Raos Vjekoslava, Raguz Miroslav, Rajcan Spoljarić Ivana, Vrazić Hrvoje, Culo Melanie-Ivana, Bergovec Mijo
University Department of Medicine, Dubrava University Hospital, Zagreb, Croatia.
Acta Med Croatica. 2009 Feb;63(1):53-8.
The objective of prehospital care of patients with acute coronary syndrom (ACS) [acute ST segment elevation myocardial infarction (STEMI), acute non-ST segment elevation myocardial infarction (NSTEMI), and unstable angina (UA)], is prompt diagnosis of the acute myocardial infarction, patient's risk assessment, drug administration in order to reduce patient's pain and fear, and prevention or treatment of heart failure.

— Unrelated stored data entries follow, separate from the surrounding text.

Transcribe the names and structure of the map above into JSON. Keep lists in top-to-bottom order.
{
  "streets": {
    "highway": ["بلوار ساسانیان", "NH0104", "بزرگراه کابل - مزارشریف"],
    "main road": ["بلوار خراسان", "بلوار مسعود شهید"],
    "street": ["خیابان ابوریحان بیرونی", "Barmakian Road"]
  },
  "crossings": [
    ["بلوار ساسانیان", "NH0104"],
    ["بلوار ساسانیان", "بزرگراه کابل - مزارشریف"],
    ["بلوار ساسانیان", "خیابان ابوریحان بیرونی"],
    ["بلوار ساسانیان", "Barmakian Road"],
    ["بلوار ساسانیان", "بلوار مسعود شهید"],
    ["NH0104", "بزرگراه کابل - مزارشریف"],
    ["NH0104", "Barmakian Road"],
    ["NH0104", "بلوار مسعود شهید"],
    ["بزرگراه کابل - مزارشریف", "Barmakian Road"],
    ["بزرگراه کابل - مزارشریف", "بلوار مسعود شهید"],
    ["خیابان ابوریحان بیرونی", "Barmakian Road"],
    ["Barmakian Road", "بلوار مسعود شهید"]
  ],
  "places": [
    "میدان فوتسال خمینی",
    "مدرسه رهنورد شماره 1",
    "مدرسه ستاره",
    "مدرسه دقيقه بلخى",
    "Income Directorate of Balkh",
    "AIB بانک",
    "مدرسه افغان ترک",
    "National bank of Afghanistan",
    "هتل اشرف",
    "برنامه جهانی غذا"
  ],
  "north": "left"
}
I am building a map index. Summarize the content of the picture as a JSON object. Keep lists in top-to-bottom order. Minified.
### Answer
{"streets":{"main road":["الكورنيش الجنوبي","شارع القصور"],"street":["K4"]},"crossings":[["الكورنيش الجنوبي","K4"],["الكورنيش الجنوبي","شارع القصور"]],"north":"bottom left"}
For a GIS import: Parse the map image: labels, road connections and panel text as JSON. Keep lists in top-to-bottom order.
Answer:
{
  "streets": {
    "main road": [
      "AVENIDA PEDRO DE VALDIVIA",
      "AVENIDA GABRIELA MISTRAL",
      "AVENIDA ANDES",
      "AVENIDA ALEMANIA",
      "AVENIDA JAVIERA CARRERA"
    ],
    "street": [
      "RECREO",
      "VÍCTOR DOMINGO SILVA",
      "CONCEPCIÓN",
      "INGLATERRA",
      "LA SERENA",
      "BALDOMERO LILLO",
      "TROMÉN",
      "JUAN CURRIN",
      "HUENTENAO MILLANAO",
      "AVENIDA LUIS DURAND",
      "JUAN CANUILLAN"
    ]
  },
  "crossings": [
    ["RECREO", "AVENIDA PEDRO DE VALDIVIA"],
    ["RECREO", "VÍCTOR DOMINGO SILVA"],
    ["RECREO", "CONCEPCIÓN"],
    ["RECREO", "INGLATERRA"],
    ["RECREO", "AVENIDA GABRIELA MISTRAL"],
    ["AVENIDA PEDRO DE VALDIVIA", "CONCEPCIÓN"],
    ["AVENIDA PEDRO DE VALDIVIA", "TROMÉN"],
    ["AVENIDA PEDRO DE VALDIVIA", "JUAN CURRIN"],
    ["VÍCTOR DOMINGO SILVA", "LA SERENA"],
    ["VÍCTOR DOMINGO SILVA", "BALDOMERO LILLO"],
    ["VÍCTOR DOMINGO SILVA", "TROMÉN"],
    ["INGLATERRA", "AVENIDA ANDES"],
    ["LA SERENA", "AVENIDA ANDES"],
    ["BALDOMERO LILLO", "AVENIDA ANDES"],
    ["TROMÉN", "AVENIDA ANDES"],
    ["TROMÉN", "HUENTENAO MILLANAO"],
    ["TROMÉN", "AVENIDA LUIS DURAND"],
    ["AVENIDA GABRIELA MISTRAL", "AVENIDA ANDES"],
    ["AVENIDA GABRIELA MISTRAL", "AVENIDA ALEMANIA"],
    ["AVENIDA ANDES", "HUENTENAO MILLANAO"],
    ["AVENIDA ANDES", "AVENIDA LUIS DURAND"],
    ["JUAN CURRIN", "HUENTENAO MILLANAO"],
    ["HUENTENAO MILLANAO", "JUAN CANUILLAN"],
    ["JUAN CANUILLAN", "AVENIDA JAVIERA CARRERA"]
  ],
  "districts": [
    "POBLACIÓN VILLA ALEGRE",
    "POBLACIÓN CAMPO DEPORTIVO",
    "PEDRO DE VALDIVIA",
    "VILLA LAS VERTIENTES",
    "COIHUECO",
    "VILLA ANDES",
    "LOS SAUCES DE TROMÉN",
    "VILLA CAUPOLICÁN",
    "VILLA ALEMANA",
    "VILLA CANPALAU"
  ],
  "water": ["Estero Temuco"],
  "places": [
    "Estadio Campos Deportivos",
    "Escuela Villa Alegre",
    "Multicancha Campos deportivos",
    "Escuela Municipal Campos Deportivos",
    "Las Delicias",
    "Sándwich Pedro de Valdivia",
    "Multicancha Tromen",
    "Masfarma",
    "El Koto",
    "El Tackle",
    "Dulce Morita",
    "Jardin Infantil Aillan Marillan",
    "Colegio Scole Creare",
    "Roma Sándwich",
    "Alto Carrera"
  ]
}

In hospital treatment therapeutic procedures include reperfusion therapy, limitation of infarction zone, treatment of complications (heart failure, life-threatening arrhythmias), prevention of reinfarction, heart failure and eventually prevention of sudden cardiac death. Acute therapeutic procedures include revascularization, anti-ischemic and antithrombolytic treatment, possible surgical revascularization and treatment of complications (arrhythmias, heart failure). The patients with STEMI that present within 3-12 hours from the onset of chest pain should undergo primary percutaneous coronary intervention (PCI). In case of presentation within 3 hours from the occurrence of chest pain, the administration of thrombolytic therapy in this period is equally efficient as PCI. Regardless of reperfusion regimen, the anti-ischemics administered including nitrates (nitroglycerin); intravenous analgesics (morphine-sulfate); O2 2-4 L/min; beta-adrenergic blockers; calcium channel blockers; angiotensin converting enzyme inhibitors (ACE-I); magnesium and glucose-insulin-potassium have proved to be efficient as shown by study results and clinical experience. The mechanism of action of anti-ischemics includes reduction in myocardial oxygen consumption achieved by a decrease of heart frequency, reduction of systemic blood pressure and reduction in myocardial contractility by vasodilatation and consequent better myocardial oxygen supply. The outstanding results of major clinical studies are presented, and main guidelines for anti-ischemic therapy of ACS adopted by the international professional associations are set forth.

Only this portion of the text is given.